Problem details ->
What is the number of lines in the data holding the word "absolute"? Give that number by itself.

(Saved data entries)
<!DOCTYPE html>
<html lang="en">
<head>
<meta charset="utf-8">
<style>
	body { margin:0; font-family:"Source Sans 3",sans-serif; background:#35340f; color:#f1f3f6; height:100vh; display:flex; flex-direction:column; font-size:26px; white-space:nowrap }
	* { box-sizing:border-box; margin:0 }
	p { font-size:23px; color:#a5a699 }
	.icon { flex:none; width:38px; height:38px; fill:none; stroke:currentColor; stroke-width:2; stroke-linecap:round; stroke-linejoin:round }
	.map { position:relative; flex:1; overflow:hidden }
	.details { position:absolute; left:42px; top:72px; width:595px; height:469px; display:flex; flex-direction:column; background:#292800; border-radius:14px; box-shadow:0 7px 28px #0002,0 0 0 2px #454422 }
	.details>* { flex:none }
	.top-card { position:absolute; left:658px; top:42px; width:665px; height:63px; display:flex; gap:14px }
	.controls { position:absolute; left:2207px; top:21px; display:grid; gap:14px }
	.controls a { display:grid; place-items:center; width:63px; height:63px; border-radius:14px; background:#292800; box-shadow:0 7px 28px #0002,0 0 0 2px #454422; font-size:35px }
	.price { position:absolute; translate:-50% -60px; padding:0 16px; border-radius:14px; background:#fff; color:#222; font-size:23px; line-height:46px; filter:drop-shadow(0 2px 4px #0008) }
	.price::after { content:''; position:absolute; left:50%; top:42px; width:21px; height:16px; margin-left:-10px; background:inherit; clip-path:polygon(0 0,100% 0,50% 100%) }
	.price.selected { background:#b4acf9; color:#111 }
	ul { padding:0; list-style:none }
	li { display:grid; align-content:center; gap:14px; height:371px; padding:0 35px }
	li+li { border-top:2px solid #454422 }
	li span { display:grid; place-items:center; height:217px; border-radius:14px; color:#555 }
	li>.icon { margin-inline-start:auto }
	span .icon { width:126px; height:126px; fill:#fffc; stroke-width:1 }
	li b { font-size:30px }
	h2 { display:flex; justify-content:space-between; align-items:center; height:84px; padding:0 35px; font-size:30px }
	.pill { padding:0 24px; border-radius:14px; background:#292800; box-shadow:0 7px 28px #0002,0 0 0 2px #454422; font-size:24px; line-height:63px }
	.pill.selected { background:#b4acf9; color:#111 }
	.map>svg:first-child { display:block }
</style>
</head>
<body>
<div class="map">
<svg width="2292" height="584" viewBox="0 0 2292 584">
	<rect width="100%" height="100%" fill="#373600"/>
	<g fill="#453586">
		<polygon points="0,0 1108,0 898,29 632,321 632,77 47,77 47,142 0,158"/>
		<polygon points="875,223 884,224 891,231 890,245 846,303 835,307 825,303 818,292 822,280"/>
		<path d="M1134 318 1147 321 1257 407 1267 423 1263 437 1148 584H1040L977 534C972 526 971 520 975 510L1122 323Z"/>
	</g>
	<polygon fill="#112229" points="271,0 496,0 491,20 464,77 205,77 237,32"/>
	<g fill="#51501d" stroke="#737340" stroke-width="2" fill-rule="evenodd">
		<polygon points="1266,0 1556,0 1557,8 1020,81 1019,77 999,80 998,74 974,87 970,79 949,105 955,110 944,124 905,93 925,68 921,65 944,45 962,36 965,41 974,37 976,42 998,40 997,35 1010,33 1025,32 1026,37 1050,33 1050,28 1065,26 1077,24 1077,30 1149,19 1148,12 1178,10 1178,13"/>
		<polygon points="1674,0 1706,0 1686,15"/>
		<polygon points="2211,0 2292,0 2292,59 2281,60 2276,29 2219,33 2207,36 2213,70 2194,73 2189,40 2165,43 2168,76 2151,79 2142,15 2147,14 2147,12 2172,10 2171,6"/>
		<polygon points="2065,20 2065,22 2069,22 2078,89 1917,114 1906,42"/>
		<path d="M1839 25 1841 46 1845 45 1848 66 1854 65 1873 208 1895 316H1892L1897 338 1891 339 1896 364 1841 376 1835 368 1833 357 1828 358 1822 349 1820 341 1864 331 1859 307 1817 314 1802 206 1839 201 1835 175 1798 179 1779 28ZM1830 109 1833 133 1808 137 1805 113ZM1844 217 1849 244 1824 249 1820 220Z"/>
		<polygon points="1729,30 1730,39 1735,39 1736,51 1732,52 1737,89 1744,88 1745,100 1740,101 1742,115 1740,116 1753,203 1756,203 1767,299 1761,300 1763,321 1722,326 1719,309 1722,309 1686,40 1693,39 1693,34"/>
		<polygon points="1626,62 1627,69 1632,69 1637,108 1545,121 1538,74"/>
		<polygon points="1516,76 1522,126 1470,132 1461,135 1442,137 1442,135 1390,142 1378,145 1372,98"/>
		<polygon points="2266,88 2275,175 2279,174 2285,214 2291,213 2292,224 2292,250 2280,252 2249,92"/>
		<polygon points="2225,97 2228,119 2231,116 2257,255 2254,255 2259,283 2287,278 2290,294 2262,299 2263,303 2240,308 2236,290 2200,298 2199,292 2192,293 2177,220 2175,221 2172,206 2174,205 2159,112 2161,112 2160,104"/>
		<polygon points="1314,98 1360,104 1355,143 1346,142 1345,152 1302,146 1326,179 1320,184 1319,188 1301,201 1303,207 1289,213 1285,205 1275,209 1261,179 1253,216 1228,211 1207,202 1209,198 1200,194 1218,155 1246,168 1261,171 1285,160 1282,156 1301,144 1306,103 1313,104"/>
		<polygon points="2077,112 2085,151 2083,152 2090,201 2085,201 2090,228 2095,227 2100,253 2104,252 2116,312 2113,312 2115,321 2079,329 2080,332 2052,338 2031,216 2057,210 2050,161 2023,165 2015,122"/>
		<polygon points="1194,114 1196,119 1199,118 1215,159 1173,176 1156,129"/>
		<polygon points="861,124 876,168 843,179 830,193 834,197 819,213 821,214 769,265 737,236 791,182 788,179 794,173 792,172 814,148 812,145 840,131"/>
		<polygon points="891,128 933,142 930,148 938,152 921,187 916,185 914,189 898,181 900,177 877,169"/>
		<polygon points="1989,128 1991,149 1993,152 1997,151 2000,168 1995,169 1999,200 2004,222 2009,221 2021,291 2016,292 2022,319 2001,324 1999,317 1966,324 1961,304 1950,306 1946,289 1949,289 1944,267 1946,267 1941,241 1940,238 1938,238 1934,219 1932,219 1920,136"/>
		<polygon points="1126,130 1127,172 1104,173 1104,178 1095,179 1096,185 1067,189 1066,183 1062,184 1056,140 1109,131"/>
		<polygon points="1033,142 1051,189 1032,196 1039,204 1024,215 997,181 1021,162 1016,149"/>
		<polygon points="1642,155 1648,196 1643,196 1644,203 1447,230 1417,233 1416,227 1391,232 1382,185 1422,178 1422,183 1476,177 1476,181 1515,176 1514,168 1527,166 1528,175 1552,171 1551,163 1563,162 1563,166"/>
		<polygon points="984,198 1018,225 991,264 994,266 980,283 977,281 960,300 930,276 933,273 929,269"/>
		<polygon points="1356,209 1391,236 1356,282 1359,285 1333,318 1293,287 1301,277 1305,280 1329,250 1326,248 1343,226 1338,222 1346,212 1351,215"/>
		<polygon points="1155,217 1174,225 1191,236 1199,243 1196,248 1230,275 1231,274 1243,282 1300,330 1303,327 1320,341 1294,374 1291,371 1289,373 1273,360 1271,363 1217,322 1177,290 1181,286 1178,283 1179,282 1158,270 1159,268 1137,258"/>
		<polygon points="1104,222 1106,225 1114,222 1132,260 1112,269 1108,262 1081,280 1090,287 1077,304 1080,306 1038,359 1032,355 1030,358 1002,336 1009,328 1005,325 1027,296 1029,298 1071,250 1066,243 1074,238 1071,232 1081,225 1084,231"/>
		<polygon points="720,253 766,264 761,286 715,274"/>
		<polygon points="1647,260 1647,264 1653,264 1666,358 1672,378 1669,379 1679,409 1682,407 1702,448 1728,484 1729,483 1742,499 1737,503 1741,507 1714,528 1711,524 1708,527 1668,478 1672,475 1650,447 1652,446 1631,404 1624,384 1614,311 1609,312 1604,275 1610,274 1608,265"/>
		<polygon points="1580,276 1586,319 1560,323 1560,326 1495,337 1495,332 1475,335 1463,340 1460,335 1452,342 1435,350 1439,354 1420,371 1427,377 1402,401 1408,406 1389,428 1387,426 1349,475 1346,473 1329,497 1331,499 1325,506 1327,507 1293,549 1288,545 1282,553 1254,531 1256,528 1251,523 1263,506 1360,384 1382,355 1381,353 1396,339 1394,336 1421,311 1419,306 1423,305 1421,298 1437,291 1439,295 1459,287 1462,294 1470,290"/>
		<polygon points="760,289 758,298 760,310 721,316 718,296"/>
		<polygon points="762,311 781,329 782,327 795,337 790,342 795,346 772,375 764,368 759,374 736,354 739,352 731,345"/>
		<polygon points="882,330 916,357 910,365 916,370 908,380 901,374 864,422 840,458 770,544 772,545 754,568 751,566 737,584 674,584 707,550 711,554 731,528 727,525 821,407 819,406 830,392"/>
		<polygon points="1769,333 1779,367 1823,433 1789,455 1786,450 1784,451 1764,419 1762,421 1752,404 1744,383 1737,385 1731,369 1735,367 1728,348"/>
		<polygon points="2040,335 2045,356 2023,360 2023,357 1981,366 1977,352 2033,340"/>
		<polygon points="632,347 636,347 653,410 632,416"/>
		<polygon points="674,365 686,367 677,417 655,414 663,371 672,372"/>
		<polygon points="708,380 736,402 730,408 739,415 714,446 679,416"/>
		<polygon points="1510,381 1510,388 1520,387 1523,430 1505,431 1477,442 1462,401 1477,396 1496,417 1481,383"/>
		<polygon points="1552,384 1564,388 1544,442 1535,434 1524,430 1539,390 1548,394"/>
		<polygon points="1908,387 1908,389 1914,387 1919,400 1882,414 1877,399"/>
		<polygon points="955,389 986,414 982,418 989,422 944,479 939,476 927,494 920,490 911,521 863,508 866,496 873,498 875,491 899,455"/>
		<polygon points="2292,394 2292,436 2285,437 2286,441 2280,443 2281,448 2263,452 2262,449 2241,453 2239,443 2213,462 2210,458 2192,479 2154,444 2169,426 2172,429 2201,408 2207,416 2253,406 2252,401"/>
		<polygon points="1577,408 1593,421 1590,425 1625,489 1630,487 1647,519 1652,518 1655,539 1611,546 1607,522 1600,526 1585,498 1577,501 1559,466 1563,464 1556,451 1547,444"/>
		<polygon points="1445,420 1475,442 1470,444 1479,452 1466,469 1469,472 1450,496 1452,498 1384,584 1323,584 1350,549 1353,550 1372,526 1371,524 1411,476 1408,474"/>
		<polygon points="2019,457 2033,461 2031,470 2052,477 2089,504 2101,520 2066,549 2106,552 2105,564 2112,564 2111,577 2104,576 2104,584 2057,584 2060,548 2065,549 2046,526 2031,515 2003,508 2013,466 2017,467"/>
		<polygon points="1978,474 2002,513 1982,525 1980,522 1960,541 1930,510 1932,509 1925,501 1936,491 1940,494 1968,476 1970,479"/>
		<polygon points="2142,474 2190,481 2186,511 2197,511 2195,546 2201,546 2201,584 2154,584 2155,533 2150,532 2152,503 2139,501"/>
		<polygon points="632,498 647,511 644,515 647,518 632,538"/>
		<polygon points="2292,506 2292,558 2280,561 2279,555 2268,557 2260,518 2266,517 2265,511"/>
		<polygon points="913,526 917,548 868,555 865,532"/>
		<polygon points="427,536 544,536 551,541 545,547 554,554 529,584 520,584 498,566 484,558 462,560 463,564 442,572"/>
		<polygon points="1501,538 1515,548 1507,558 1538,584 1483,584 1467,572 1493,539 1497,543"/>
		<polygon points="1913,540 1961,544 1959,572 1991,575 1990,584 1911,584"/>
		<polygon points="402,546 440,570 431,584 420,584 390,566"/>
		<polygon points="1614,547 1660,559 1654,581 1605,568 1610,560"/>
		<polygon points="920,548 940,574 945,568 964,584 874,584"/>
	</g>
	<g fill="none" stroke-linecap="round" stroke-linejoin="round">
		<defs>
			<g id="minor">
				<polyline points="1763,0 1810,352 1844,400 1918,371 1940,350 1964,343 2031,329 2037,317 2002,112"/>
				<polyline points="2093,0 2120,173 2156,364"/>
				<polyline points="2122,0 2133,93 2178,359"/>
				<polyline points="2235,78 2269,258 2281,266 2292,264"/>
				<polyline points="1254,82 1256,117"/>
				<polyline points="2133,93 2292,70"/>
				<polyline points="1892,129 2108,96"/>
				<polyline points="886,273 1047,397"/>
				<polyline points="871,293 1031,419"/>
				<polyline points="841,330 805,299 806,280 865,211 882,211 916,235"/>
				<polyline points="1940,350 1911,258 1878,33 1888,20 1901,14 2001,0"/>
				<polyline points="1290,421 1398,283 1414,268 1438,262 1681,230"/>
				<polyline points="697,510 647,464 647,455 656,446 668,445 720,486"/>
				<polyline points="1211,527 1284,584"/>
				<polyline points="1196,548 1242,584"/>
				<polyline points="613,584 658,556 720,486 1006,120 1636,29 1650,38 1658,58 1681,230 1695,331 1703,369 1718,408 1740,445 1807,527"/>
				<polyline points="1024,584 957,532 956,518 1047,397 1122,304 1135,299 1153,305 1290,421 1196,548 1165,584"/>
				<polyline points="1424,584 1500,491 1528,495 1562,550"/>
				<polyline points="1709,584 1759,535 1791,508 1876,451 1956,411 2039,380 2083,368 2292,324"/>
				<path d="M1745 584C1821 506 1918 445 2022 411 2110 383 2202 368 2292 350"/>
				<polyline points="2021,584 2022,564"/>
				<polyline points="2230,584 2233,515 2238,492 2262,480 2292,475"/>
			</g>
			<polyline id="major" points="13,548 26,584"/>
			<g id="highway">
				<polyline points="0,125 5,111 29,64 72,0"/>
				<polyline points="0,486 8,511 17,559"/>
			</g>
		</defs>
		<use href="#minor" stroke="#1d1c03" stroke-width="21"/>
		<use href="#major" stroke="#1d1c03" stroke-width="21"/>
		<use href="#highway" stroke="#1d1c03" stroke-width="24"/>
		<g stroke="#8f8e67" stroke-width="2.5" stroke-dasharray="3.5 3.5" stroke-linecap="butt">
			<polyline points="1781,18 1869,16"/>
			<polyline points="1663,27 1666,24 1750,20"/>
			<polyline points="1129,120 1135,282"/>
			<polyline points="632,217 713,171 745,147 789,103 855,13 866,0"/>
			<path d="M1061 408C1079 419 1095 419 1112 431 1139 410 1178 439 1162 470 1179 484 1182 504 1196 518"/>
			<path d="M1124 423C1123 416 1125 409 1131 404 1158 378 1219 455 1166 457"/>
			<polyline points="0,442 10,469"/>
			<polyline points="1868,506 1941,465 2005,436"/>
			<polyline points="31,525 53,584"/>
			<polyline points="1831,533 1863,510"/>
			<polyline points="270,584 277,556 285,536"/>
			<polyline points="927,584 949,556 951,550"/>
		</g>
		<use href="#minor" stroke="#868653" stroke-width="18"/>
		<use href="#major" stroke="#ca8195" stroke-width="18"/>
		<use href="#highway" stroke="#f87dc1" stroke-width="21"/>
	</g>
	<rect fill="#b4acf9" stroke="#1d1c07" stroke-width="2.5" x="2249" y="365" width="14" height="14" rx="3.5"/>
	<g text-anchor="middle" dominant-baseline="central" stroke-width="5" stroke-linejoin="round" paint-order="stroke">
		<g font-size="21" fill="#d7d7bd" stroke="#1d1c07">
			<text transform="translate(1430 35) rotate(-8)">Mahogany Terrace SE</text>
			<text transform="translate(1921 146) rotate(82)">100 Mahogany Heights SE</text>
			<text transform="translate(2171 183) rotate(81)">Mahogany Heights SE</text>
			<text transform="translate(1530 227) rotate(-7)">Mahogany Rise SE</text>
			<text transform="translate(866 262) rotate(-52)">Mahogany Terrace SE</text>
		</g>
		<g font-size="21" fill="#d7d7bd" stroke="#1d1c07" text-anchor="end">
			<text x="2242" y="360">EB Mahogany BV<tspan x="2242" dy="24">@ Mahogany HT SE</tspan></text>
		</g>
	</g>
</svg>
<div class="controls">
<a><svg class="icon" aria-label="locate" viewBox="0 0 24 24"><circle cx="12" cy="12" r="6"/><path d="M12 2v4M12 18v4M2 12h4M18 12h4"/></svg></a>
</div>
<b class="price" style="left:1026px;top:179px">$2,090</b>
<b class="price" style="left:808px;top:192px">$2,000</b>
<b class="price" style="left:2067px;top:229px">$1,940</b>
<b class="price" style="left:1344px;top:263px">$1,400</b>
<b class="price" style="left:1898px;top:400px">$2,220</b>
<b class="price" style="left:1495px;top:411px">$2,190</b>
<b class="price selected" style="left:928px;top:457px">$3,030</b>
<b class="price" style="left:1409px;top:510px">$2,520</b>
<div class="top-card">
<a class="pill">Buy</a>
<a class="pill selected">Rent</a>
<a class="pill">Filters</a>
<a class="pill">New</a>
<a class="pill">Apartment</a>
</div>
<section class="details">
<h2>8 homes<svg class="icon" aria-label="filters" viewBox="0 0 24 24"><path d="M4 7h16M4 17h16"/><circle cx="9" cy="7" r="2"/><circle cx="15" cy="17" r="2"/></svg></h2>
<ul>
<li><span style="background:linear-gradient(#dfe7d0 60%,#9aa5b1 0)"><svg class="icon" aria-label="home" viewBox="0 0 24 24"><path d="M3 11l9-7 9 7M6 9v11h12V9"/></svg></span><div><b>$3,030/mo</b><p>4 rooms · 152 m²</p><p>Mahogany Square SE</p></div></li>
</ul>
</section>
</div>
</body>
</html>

Solved exercise ->
5